8 min read

OTel Community Day '24

OTel Community Day - great vibes, small intimate sessions, virtually none of the sensory overload that comes with mega-confs like KubeCon.
Snap of Edward Hopper's Nighthawk as a mural.
Edward Hopper's classic Nighthawks painting as a mural - such a vibe

It is Thursday morning and I'm settled back in my home office still processing all the awesomeness from OpenTelemetry Community Day. Here's the highlights from my notes annotated with tons 'o links to help you deep dive into any areas of interest.

Next time you're down by the Seattle Convention Center do yourself a favor and stop by Mr. West Cafe. Unfort due to a horrible experience with an iced sparkling strawberry matcha I can still taste 🤢... I was not bold enough to try the egg cream. I did enjoy a delectable cappuccino and the thickest slice of avo toast in the West.

Hallway Track

If the tech industry is a small world, the o11y world is micro sized, and it was so so so great to catch up with former colleagues (some I'd known since the PeopleOps days!) and some I'd only met online working remotely or from their handles on social media. Another plus was the amicable atmosphere to make new o11y friends, such as Mila Ardath, the dev behind otel-desktop-viewer, a project I learned of last KubeCon!
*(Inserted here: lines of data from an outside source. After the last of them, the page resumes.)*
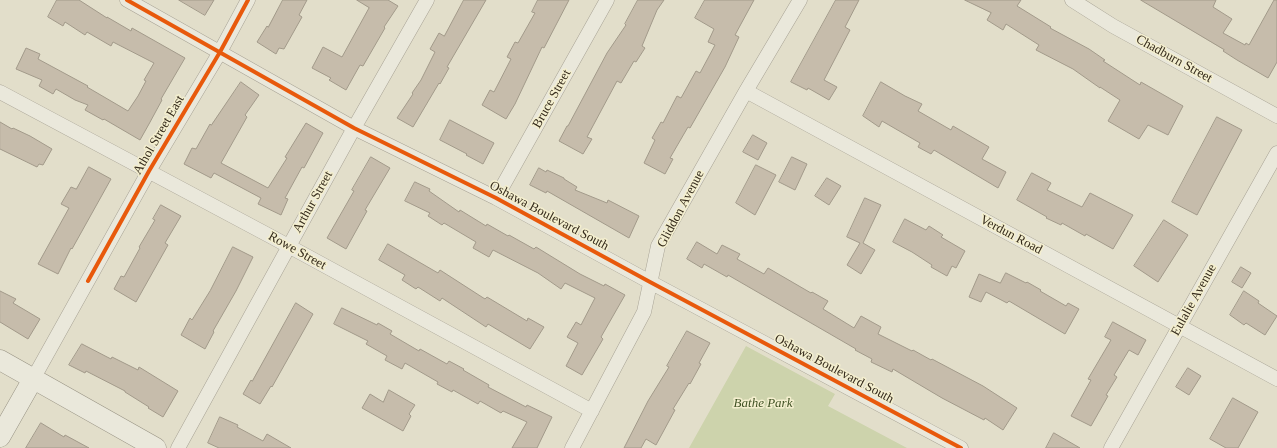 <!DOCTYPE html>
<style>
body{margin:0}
canvas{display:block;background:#e2deca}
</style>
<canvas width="1277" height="448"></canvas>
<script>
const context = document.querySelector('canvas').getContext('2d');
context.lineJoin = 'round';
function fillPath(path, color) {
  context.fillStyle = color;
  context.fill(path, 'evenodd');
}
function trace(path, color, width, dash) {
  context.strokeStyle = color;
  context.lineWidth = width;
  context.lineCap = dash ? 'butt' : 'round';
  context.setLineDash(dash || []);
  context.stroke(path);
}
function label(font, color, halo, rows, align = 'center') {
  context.font = font + ' Georgia,serif';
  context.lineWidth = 3;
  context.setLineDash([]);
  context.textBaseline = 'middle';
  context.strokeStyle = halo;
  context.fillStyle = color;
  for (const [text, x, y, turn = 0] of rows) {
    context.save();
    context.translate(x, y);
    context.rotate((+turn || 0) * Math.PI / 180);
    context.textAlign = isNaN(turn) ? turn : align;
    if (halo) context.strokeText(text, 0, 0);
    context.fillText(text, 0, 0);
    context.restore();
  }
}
fillPath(new Path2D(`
 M746,346L835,394L828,406L907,448H689Z`), '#cdd3ac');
const building = new Path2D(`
 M57,0H79L107,18V17L131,31L132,28L185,58L161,99L162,100L149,124L140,140L104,119L103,120L85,110L88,105L75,100L56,89L53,94L39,86L42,80L16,69L26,48L40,54L38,59L88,86L87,87L128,111L138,96L146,81L144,80L154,63L113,42L111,46L87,32L85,35L65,22L63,26L48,17Z
 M179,0H214L205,15Z
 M283,0H307L299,15L302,17L284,49L279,48L276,54L257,42L267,26L268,27Z
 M357,0H388L398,6L384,27L385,28L363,66L360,65L346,90L329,80L331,78L312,68L323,47L342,57L369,8Z
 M464,0H486L447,67L449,68L440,84L439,83L413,127L397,118L413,94L412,93L421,80L435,52L430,49L439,33L444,36Z
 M538,0H569L544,48L542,47L515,104L506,119L482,105L490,90L494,92L511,59L507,57L515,42L518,43L535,13L532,12Z
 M638,0H664L657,10L642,46L645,48L636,62L634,61L621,83L617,81L587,137L592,139L583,154L559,141L567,126H568L607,53L626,25L625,24Z
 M705,0H754L735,35L739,37L725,67L690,128L688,127L670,158L673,159L665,174L644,163L655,140L652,138L661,122L663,123L677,96L681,98L696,71L700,73L715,45L708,42L714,29L695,18Z
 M836,0H859L845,27L850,30L824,80L837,87L829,100L808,88L807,90L791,82Z
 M965,0H1021L1017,6L1051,27L1050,28L1089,49L1105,60L1103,61L1140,85L1141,82L1183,106L1168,135L1148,125L1139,139L1108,121L1120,100L1100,87V88L1073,69L1036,50L1039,45L1006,24L1003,30L987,20L991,13Z
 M1141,0H1216L1213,7L1232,19L1223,33L1245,45L1246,43L1249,45L1274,0H1277V62L1268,78L1237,60L1223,51L1224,50Z
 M241,82L259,95L245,115L247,117L221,163L268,188L287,158L285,157L306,123L323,133L304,168L302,167L285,198L288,199L281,215L258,204L261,198L214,173L211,178L184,164L192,148L196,149L210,124L211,125Z
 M881,82L905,96L922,104L918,111L951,130L953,126L989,147L982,159L1006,172L998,188L934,150L931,154L918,147L920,143L882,121L879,127L863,116Z
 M1217,117L1242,130L1197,215L1172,202Z
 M450,120L494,143L483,164L466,155L467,154L440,140Z
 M0,122L12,129L13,128L30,136L52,149L43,165L39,164L37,167L0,149Z
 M753,135L767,143L758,160L743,152Z
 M371,157L390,168L365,210L367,211L346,249L327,238L354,191L352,190Z
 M792,157L807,164L795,190L779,182Z
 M756,165L776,175L755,215L736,203Z
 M89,167L111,179L72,249L71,248L58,274L38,264L69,208L61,204L71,187L76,189Z
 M539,168L546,172L547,170L564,178V179L577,187L575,190L607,203L608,200L639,216L629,238L547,191L546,193L530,185Z
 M1032,173L1051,183L1047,190L1082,207L1090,193L1133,215L1113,249L1086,234L1085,236L1062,223L1061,225L1046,218L1047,217L1017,200Z
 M827,178L841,186L829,205L815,196Z
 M415,182L430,189L429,191L459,212L460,210L486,226L487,224L508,236L509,235L534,249L536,247L580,274L604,286L605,284L625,295L601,337L603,339L582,375L566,366L578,343L567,337L576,322L581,325L595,298L565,283L561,289L538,273L493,250L489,257L473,248L476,242L444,223L442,225L428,216L430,213L405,201Z
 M865,198L881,205L863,243L875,250L861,274L847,265L860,243L847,237Z
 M161,205L181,216L165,243L168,245L136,302L114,289L121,276L124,277L140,248L139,247L155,220L153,219Z
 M905,219L926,230L929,226L943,235L941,237L965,251L956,268L952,266L947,276L931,267L932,265L912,252L893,242Z
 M1164,220L1188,235L1158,282L1134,266Z
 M697,242L717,254L722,245L740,254L737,259L764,274L768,268L811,293L812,292L828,301L823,309L854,328L861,316L881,327L878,334L912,351L913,350L931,360L932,359L983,386L1017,408L1003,430L985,418L984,420L942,398L893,369L892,372L871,362L872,359L855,350L856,349L728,275L727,277L704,264L702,268L687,259Z
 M388,244L438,273L440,270L485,299L487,297L527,321L528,318L544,327L530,349L488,324L486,327L442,298L440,301L418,287L416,289L402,280L405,275L379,260Z
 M233,247L253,257L236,291L213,331L214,332L205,349L181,335L190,318L192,320L210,291Z
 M1241,267L1251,273L1242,288L1232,282Z
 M1006,273L1026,283L1027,282L1041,290L1040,291L1066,306L1068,303L1079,309L1065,334L1009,301L1007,303L986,292L981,302L969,297L979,274L1000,283Z
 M0,291L16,299L13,303L40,319L28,339L0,322Z
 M1244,291L1259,301L1258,303L1277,316L1265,335L1246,323L1244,325L1230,315Z
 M296,303L313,314L272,387L271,386L260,404L243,394L251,380L252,381Z
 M342,308L377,325L378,323L392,331L390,334L419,351L420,349L447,364L449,361L464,369L463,370L489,385L488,387L526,407L527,405L552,417L537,448H512L527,422L503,411L501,413L480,401L478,404L453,390L452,392L437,384L438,382L405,363L402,369L385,360L387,356L366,344L368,341L334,324Z
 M1113,322L1146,340L1138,355L1129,350L1114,375L1117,377L1106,395L1108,396L1091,426L1071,416L1091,380L1088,379L1111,340L1105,337Z
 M687,331L710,343L699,363L701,364L690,384L689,383L673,409L675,410L656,445L646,439L641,448H624L648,401L669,367L667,366Z
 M82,344L111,359L112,357L138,370L139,367L178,391L163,417L148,408L149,407L125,392V391L86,371L85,373L69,365Z
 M1188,368L1201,376L1189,395L1176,387Z
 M389,390L415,405L409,414L411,416L403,431L362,408L370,394L383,402Z
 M1233,398L1258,412L1238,448H1226L1210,439Z
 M220,417L238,425L237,427L263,441L267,434L291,448H219L208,443Z
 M41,423L64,437L65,435L89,448H26Z
 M1054,433L1080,448H1046Z`);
fillPath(building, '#c6bcab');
trace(building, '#a29a8a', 1);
const street = new Path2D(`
 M127,0L354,128L496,198L650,282L961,448
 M1072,0L1113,26L1277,116
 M746,91L1277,379
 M0,92L270,236L592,411
 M496,198L607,0
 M33,379L149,171L220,52L248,0
 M178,448L354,128L427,0
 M572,448L644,312L658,246L746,91L800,0
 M1111,448L1277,153`);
const secondary = new Path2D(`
 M0,360L156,448
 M0,437L33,379`);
trace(street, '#a7a294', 15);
trace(secondary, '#979283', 21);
trace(street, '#eae8db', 14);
trace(secondary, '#eae8db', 20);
trace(new Path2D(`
 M127,0L354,128L496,198L650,282L961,448
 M88,281L149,171L220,52L248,0`), '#e8590c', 4);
label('13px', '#352b1c', '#f4efcf', [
 ["Chadburn Street",1174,59,29],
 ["Bruce Street",552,99,-61],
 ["Athol Street East",159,135,-60],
 ["Arthur Street",313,202,-61],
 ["Gliddon Avenue",681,209,-62],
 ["Oshawa Boulevard South",549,216,28],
 ["Verdun Road",1011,235,28],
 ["Rowe Street",297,251,29],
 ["Eulalie Avenue",1194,300,-61],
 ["Oshawa Boulevard South",834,369,28]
]);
label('italic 13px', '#3f5123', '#f4efcf', [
 ["Bathe Park",763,404]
]);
</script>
If your company has a learning/conference/travel budget and you're spearheading OTel initiatives, consider pitching a talk or attending next year's OTel Community Day - great vibes, small intimate sessions, relatively none of the sensory overload that comes with mega-confs like KubeCon.

Opening Remarks

The event kicked off with Austin Parker celebrating the growth in community and contributions sharing some stats like how today there are ~1200 unique developers contributing monthly up from 700-800 a couple years ago.

If you too are a data nerd - check out Cloud Native DevStats which "visualizes GitHub archives using HA Postgres dbs and Grafana dashboards deployed via Helm chart to Equinix bare metal K8s nodes" authored by Lukasz Gryglicki! It covers activity across a whole slate of CNCF projects outside of OTel too.

Love to see a whole Documentation Committers by Company and Developer

https://opentelemetry.devstats.cncf.io/d/61/documentation-committers-in-repository-groups?orgId=1&from=now%2Fy&to=now&var-period=d7&var-repogroup_name=All
https://opentelemetry.devstats.cncf.io/d/61/documentation-committers-in-repository-groups?orgId=1

Or to discover that opentelemetry-collector-contrib is the second most committed to repo!!

https://opentelemetry.devstats.cncf.io/d/2/commits-repository-groups?orgId=1

Mid-Year Check In

covering what's been accomplished and what's on the horizon

Accelerating development of Profiling signal

CNCF Graduation

Collector 1.0 release

Launching new SIGs

OTel Events API & Data Model
This is one I'll be following as Events have the least standardization of any telemetry type across the industry.

Stabilization of HTTP Semantic Conventions

There's no shortage of adoption, contributions, and work to be done here 😄 plenty of places to get involved no matter your experience level with observability!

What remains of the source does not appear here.